● **YOUR GOAL**
For this exercise, repeat the listing below from its first line through the line containing "translate:-100% -50%; text-align:right", exactly as written.

***** DATASET RECORDS

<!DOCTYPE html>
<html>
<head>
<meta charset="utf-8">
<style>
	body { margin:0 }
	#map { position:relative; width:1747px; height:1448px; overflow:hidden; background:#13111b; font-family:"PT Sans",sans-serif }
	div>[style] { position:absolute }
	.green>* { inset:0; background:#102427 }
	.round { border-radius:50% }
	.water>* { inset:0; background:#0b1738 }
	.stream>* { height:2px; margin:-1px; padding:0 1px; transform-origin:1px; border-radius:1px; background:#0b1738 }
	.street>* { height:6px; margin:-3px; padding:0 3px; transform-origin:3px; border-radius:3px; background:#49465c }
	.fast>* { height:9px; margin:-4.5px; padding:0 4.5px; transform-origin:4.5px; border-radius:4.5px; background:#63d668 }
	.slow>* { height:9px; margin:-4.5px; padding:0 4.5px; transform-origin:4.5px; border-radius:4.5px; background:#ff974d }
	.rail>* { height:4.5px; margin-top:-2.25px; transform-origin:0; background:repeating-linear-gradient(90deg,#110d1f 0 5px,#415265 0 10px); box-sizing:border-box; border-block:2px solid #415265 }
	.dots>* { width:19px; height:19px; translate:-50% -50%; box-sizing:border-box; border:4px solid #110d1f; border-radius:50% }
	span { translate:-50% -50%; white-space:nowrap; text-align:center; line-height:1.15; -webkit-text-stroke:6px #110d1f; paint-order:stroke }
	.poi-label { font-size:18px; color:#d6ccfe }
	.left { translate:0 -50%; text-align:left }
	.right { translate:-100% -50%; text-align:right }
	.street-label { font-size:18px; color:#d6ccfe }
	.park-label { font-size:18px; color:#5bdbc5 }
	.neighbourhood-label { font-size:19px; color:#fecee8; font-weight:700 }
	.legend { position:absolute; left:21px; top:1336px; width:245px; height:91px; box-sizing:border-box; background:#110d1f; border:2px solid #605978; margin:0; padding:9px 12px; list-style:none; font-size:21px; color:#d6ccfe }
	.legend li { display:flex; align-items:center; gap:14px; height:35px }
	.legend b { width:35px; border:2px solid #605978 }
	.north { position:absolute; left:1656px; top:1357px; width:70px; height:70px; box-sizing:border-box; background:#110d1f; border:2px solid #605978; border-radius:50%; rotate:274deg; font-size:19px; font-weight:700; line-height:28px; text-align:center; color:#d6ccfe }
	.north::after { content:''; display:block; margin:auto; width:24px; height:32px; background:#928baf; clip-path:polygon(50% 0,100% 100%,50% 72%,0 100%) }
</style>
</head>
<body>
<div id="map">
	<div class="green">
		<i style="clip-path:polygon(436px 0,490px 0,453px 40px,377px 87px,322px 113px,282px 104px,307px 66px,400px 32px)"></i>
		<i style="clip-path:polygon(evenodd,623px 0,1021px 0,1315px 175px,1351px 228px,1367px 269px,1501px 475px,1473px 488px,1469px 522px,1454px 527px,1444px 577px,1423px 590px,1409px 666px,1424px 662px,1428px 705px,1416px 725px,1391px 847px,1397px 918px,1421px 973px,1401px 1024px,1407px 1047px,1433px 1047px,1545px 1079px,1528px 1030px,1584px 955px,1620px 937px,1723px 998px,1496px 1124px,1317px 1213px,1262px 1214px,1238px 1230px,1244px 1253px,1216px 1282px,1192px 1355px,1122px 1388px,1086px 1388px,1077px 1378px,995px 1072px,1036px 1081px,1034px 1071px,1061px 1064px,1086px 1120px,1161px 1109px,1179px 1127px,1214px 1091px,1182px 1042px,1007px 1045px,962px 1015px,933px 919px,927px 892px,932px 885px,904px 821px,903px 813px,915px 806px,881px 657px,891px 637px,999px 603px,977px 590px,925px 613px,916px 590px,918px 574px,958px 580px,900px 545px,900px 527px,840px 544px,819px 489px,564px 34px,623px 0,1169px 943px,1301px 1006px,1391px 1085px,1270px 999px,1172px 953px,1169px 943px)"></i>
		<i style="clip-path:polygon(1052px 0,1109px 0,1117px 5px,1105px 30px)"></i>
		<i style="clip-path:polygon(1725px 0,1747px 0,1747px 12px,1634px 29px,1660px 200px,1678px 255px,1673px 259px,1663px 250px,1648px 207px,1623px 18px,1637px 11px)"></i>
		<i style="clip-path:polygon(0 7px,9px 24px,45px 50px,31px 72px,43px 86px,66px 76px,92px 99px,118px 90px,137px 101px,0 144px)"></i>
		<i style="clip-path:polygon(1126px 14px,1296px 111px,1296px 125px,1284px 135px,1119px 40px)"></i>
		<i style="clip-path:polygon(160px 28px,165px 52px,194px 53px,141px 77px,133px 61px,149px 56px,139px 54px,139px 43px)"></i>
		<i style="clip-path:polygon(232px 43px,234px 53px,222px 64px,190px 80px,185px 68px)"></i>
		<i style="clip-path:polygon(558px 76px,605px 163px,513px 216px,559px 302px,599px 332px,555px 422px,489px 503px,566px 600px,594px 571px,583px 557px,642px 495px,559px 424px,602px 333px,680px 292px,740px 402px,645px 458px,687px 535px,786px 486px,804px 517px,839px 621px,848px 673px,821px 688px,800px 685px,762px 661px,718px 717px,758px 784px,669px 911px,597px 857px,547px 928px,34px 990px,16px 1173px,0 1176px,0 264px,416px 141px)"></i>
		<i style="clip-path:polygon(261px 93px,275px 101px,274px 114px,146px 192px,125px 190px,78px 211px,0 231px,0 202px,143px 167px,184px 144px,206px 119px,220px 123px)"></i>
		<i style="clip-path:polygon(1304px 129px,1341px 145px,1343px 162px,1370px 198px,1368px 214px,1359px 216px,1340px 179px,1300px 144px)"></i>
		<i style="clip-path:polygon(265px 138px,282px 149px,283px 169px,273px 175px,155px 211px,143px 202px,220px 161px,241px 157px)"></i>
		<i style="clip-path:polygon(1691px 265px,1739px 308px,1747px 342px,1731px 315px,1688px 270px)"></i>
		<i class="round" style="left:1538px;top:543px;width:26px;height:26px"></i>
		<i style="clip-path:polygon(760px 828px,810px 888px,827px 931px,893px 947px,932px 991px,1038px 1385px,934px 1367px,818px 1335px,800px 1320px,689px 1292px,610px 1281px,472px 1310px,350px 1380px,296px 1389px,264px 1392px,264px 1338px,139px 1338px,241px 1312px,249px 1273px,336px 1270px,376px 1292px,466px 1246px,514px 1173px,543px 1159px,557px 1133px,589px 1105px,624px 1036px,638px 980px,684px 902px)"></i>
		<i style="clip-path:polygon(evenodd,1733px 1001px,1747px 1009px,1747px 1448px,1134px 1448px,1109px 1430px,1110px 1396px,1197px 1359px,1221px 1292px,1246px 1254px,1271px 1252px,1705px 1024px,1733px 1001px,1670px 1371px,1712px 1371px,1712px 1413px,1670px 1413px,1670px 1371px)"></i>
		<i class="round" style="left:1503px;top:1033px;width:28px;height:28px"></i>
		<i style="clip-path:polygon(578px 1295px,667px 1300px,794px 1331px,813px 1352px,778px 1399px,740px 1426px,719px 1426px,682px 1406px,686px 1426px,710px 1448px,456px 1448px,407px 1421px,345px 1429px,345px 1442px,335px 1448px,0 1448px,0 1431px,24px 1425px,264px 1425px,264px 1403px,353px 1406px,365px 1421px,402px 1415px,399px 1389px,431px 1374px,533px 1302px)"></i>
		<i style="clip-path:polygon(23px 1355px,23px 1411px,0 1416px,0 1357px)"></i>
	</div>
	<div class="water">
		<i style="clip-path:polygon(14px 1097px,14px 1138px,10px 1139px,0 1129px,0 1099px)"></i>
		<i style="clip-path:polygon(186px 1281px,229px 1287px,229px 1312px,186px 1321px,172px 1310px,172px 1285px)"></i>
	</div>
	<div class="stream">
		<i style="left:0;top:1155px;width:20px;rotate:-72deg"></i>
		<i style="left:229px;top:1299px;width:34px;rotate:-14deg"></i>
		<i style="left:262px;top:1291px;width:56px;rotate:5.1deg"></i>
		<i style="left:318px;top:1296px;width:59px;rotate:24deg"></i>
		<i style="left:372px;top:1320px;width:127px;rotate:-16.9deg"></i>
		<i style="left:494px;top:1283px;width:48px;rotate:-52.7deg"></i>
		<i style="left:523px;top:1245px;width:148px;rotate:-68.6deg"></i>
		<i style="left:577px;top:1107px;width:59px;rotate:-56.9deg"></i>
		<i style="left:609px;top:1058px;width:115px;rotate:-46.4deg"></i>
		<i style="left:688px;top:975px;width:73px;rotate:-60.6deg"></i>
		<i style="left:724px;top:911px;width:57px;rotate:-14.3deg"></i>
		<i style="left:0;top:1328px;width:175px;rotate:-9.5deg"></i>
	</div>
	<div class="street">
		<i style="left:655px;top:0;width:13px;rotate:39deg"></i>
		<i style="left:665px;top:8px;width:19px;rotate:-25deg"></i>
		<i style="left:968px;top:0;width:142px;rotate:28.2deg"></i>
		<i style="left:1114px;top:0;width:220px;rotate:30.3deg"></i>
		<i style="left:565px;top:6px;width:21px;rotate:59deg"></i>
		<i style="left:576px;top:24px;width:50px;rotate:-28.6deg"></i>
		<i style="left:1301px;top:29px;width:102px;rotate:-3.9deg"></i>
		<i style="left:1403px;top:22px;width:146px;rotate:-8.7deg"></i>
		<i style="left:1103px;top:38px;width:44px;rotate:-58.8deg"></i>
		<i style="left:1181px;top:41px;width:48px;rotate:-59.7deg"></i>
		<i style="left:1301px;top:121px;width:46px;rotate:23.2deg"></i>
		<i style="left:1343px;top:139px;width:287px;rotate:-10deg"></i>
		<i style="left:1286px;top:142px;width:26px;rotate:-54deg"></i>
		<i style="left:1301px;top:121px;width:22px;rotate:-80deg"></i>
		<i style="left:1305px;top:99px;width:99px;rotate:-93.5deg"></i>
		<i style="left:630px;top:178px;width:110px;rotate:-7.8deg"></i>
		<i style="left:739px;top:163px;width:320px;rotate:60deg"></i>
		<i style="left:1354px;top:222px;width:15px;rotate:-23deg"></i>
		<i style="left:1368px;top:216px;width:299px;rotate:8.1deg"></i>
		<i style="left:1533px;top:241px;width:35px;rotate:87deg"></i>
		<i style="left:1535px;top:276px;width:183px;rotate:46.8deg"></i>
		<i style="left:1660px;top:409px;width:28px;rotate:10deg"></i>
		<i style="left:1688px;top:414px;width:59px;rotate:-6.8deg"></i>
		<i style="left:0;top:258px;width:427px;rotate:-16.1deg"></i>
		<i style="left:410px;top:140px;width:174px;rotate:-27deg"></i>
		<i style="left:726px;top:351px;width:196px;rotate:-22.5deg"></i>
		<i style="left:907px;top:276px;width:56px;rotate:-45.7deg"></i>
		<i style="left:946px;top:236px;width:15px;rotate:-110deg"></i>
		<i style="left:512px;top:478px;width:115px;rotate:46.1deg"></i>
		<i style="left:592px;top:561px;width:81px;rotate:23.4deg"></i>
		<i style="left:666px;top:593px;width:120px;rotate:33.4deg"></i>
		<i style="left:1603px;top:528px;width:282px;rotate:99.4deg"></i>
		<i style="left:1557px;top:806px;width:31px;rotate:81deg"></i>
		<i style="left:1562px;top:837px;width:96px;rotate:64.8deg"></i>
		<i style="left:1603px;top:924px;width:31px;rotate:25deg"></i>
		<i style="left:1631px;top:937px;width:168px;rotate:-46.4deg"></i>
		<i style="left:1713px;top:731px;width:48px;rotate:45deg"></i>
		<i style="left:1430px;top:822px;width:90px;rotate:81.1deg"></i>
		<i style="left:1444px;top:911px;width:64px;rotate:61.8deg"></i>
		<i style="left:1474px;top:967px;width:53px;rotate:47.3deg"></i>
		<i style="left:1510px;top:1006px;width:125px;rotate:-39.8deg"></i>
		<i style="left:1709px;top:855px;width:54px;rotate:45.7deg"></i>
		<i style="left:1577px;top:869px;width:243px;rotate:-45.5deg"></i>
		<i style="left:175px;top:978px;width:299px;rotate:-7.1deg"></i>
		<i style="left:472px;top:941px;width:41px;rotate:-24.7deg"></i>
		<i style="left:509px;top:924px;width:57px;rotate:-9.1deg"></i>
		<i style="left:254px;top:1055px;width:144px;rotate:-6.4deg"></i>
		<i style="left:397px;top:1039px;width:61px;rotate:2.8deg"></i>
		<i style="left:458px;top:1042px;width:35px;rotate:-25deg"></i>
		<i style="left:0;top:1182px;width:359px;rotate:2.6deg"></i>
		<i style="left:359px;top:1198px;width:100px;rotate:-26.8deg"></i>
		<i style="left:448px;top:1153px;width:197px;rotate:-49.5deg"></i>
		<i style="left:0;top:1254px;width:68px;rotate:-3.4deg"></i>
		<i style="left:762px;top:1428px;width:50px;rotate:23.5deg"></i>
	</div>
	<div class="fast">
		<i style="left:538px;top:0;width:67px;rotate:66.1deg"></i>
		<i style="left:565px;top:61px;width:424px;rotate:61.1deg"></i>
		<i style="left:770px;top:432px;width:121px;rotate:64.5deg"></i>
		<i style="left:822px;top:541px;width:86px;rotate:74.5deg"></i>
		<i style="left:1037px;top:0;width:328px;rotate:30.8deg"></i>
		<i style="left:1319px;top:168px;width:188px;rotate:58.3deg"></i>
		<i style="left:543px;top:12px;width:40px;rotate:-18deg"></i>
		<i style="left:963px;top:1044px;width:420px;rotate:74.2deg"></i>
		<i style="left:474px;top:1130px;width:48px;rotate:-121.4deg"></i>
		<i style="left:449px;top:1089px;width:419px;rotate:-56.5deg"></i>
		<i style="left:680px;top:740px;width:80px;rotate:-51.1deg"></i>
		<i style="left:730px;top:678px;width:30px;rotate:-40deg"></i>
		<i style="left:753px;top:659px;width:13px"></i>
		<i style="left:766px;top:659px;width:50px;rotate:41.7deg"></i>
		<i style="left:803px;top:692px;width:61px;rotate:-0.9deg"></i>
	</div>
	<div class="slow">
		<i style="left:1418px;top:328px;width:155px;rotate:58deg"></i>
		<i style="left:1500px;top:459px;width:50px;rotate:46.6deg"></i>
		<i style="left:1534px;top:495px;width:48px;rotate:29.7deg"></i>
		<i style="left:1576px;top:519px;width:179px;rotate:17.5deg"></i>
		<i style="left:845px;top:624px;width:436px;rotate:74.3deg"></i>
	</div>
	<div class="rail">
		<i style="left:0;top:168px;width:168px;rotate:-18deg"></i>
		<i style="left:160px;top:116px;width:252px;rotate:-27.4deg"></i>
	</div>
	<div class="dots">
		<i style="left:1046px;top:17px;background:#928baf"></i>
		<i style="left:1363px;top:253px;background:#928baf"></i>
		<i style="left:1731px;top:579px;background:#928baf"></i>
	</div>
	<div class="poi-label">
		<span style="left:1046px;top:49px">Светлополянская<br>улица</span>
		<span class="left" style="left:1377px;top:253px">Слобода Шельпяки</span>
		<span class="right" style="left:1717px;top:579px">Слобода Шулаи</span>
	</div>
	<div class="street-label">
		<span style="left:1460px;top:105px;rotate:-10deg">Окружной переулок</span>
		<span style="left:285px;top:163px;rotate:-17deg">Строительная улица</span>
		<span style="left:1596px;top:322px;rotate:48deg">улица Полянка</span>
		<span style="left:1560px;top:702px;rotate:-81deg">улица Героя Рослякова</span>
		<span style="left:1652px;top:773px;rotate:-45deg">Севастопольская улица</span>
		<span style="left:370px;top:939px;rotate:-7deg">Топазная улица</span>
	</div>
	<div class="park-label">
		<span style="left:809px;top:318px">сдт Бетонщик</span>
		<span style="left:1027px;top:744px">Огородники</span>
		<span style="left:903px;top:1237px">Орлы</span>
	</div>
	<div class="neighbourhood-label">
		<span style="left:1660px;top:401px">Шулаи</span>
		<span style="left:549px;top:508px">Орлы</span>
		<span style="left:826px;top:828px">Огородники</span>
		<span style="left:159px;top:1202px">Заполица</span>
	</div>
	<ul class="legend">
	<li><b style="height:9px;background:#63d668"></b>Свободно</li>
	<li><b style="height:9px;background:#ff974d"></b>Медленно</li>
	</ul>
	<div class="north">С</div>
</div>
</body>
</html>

**********

● **EXPECTED OUTPUT**
<!DOCTYPE html>
<html>
<head>
<meta charset="utf-8">
<style>
	body { margin:0 }
	#map { position:relative; width:1747px; height:1448px; overflow:hidden; background:#13111b; font-family:"PT Sans",sans-serif }
	div>[style] { position:absolute }
	.green>* { inset:0; background:#102427 }
	.round { border-radius:50% }
	.water>* { inset:0; background:#0b1738 }
	.stream>* { height:2px; margin:-1px; padding:0 1px; transform-origin:1px; border-radius:1px; background:#0b1738 }
	.street>* { height:6px; margin:-3px; padding:0 3px; transform-origin:3px; border-radius:3px; background:#49465c }
	.fast>* { height:9px; margin:-4.5px; padding:0 4.5px; transform-origin:4.5px; border-radius:4.5px; background:#63d668 }
	.slow>* { height:9px; margin:-4.5px; padding:0 4.5px; transform-origin:4.5px; border-radius:4.5px; background:#ff974d }
	.rail>* { height:4.5px; margin-top:-2.25px; transform-origin:0; background:repeating-linear-gradient(90deg,#110d1f 0 5px,#415265 0 10px); box-sizing:border-box; border-block:2px solid #415265 }
	.dots>* { width:19px; height:19px; translate:-50% -50%; box-sizing:border-box; border:4px solid #110d1f; border-radius:50% }
	span { translate:-50% -50%; white-space:nowrap; text-align:center; line-height:1.15; -webkit-text-stroke:6px #110d1f; paint-order:stroke }
	.poi-label { font-size:18px; color:#d6ccfe }
	.left { translate:0 -50%; text-align:left }
	.right { translate:-100% -50%; text-align:right }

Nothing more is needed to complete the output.